What the exercise asks –
Check the records below line by line for the string "list". Give the number of lines that contain it and nothing else.

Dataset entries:
___

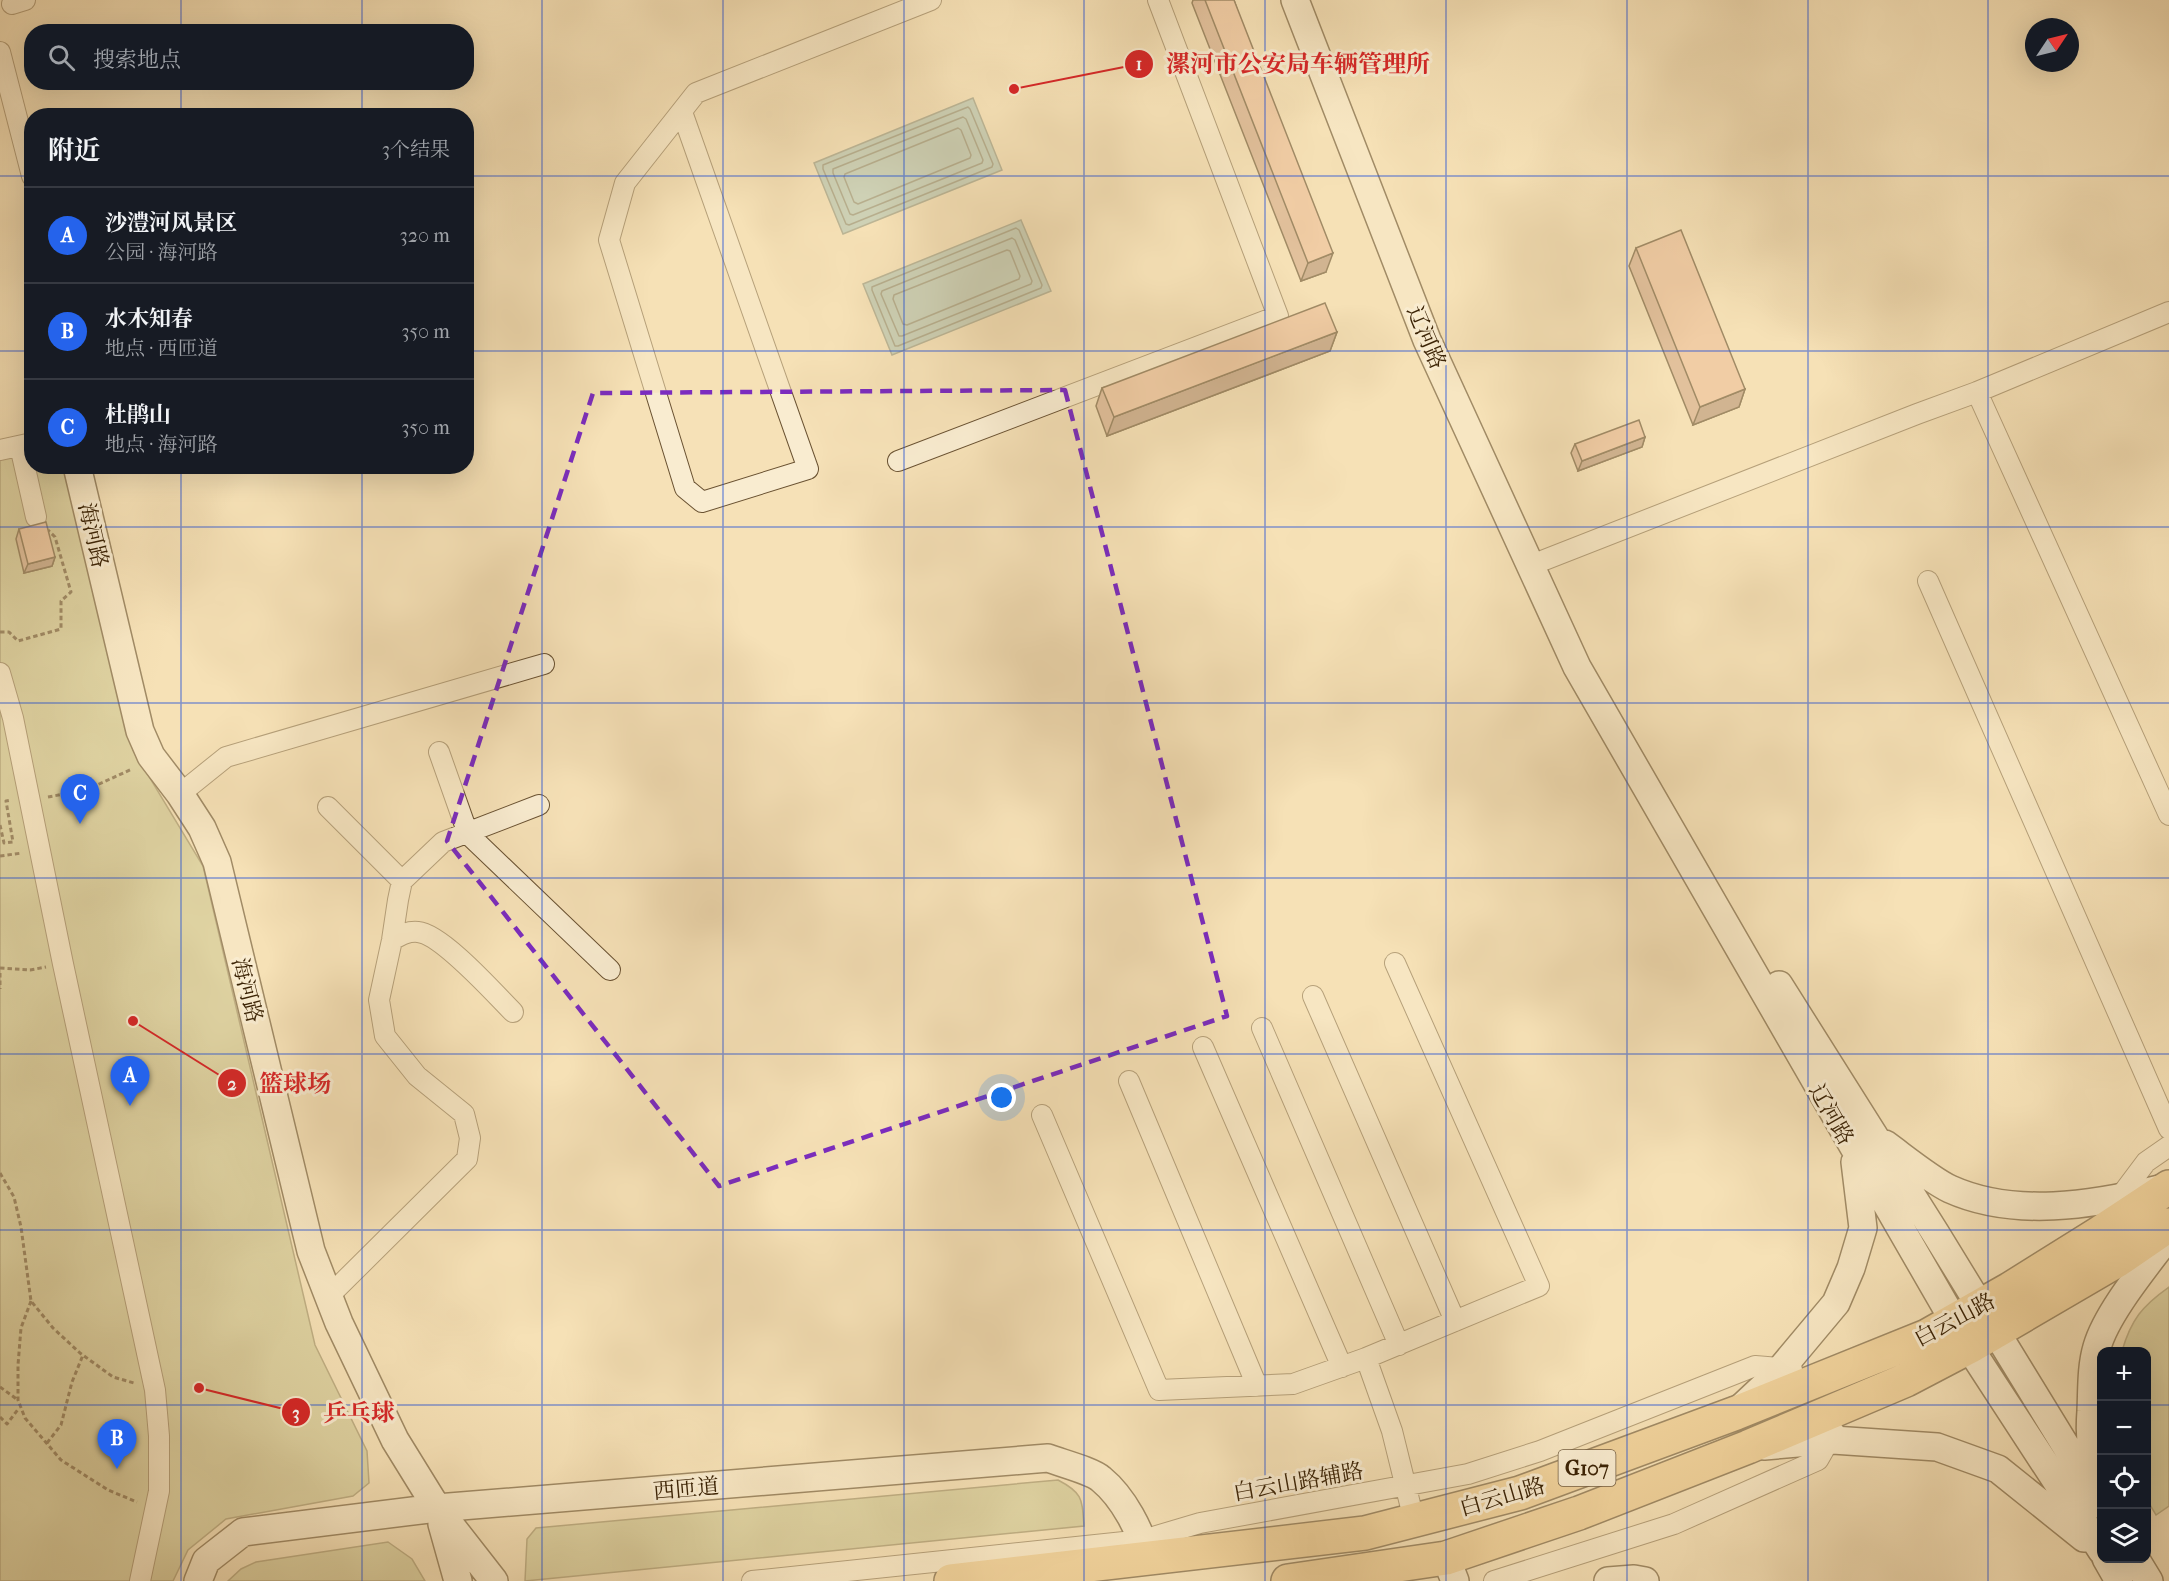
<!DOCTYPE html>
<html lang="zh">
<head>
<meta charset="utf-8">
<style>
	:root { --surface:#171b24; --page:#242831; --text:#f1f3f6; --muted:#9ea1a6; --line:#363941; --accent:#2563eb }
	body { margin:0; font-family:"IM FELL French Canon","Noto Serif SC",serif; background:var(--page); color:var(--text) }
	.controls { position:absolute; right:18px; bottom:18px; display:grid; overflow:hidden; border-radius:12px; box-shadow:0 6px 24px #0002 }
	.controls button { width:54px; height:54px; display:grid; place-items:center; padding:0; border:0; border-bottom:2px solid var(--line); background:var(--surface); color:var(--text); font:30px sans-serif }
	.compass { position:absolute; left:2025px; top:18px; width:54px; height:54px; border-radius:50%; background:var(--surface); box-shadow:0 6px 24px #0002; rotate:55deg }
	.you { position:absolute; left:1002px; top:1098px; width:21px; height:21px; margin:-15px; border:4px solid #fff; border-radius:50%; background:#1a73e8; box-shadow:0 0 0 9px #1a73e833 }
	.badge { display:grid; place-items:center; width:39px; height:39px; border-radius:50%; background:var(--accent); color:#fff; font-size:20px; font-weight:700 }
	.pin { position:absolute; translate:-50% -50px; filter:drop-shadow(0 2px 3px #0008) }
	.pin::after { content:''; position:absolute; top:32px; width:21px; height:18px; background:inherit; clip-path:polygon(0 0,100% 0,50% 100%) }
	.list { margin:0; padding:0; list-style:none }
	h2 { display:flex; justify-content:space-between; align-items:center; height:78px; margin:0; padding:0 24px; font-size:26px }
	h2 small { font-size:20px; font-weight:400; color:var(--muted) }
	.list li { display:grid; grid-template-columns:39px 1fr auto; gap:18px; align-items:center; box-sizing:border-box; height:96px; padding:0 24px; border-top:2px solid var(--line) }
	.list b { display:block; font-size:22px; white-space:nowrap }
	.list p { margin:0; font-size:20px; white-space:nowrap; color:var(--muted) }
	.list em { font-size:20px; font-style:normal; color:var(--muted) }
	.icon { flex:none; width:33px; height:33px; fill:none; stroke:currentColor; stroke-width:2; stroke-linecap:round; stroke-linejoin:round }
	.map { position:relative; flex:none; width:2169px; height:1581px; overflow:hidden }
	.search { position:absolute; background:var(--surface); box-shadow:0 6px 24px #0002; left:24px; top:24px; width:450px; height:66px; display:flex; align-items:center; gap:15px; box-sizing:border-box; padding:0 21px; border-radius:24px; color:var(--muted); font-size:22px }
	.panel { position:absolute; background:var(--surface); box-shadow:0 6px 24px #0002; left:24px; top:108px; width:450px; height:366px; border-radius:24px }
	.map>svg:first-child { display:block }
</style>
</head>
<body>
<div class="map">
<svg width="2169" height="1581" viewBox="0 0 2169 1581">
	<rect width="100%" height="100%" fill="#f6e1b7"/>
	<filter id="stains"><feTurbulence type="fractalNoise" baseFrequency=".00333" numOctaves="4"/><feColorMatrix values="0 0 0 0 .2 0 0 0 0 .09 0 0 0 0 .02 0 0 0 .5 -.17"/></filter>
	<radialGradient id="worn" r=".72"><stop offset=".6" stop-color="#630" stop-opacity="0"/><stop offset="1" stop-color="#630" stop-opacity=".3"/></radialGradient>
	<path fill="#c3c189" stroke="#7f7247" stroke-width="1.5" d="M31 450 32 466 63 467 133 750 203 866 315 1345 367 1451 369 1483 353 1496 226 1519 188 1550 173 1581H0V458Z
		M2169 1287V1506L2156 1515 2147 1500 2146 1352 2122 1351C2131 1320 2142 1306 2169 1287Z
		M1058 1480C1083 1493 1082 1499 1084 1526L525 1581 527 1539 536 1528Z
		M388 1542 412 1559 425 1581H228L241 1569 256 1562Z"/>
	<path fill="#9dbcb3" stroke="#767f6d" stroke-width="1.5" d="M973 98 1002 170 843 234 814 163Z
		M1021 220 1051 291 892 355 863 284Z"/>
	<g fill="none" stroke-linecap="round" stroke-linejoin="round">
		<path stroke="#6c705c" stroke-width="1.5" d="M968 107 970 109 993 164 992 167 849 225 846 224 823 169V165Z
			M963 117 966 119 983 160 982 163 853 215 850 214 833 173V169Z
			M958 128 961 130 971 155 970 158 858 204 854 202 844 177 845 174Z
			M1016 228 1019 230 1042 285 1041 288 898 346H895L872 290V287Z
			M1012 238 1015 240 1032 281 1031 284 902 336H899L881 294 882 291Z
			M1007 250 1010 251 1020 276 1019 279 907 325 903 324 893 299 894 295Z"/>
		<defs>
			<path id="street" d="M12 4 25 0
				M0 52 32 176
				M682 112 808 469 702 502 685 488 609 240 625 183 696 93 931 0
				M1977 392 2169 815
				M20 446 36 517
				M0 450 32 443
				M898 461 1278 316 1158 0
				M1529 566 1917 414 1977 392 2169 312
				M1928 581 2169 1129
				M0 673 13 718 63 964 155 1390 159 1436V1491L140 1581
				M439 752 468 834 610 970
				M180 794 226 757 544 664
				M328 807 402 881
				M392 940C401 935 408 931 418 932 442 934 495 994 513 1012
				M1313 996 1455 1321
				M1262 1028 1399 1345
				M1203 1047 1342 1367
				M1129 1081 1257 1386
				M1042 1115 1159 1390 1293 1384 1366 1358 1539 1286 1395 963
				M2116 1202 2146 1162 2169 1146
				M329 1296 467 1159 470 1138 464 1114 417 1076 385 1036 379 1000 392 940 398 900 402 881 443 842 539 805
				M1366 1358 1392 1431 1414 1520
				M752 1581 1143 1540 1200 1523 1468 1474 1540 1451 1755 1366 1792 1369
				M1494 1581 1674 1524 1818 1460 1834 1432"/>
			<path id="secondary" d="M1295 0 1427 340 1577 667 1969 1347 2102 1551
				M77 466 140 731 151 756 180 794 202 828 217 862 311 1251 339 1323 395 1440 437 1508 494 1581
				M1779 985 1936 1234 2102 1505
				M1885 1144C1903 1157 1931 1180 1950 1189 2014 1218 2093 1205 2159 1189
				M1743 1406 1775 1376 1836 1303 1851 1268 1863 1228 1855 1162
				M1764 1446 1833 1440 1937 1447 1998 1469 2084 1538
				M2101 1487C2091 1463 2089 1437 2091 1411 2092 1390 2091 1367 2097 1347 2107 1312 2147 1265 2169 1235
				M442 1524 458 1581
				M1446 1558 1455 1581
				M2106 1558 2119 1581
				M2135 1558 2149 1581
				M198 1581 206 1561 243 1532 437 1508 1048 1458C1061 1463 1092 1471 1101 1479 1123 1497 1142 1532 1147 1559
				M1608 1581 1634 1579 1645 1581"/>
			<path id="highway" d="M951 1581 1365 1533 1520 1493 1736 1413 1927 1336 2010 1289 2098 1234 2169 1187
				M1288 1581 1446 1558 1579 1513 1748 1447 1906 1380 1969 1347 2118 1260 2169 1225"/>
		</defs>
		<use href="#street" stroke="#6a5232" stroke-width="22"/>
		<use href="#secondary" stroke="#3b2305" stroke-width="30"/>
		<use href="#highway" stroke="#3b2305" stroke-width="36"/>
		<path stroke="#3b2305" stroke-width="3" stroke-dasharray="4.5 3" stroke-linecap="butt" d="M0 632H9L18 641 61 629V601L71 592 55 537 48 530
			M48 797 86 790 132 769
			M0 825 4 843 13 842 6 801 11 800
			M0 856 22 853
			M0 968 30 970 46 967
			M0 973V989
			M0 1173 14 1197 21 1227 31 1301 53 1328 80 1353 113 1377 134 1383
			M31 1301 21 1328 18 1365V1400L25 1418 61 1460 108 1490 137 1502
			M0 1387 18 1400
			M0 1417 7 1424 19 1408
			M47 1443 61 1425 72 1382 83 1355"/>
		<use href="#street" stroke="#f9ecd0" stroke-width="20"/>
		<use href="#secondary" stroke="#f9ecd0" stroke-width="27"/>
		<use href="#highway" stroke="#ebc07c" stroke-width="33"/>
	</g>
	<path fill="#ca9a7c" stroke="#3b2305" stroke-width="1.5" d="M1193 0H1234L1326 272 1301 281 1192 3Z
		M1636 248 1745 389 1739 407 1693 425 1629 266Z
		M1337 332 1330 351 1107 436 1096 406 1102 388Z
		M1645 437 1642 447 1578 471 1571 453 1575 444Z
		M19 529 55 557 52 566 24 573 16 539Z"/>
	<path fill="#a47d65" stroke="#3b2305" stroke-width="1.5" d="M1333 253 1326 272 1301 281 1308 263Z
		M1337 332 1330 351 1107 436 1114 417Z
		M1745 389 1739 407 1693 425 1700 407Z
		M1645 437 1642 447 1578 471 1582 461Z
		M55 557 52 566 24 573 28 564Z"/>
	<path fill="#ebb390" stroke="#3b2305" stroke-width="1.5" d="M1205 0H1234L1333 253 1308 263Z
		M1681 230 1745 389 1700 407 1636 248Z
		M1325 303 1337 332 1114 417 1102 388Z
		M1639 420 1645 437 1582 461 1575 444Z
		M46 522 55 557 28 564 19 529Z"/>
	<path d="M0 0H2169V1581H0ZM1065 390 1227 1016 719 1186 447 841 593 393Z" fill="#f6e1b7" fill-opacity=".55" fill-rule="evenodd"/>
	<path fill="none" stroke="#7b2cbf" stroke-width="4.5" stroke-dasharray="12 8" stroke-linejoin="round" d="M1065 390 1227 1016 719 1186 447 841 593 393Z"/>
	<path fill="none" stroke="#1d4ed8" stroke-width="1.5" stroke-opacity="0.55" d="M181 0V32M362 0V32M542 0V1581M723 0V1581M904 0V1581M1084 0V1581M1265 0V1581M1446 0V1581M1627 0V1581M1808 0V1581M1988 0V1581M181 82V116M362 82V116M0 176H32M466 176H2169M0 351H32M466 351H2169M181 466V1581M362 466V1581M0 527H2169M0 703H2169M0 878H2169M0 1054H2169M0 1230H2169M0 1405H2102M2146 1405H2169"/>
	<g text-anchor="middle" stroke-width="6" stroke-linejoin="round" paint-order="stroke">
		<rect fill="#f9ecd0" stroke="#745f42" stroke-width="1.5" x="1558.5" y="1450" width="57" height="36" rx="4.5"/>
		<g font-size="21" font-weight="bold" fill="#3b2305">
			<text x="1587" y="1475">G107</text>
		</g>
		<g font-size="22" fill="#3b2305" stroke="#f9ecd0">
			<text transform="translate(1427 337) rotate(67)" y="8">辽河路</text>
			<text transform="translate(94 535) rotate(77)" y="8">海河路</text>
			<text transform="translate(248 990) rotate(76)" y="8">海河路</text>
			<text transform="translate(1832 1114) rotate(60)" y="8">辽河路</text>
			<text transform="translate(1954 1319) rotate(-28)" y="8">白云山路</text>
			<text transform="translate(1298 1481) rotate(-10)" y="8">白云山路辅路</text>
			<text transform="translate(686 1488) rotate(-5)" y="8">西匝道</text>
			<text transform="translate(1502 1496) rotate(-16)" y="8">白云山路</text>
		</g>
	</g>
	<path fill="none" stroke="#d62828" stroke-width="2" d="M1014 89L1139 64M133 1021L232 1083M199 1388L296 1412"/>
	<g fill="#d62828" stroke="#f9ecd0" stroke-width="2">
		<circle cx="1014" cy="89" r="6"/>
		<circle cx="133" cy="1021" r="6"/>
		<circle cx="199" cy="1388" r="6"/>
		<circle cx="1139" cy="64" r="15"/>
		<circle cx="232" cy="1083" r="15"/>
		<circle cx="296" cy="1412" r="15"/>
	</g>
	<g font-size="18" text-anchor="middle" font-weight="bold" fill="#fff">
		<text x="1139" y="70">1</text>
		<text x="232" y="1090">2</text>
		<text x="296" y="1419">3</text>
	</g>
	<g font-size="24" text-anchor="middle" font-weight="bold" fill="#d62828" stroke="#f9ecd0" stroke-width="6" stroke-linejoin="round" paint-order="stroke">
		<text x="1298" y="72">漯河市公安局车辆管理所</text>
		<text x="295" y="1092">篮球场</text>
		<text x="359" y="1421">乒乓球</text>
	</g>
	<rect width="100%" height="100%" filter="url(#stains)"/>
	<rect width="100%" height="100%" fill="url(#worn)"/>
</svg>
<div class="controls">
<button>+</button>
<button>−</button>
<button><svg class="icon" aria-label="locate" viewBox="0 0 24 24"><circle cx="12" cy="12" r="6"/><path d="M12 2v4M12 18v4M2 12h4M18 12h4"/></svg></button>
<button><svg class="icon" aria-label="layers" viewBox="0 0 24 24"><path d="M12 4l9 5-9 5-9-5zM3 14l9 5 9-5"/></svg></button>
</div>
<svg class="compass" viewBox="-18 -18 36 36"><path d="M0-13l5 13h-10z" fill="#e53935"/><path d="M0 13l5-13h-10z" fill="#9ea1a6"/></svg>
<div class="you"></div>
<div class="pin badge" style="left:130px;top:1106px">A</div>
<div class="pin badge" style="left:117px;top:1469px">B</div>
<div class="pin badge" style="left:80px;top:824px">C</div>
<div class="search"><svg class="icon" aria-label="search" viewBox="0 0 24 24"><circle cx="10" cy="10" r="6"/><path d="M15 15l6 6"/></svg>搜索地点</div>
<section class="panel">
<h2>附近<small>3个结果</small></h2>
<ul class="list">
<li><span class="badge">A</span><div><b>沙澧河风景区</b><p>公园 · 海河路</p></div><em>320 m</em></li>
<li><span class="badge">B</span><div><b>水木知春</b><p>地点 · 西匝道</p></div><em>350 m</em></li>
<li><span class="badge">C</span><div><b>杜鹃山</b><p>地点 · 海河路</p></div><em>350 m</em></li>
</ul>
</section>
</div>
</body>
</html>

___

Task output –
6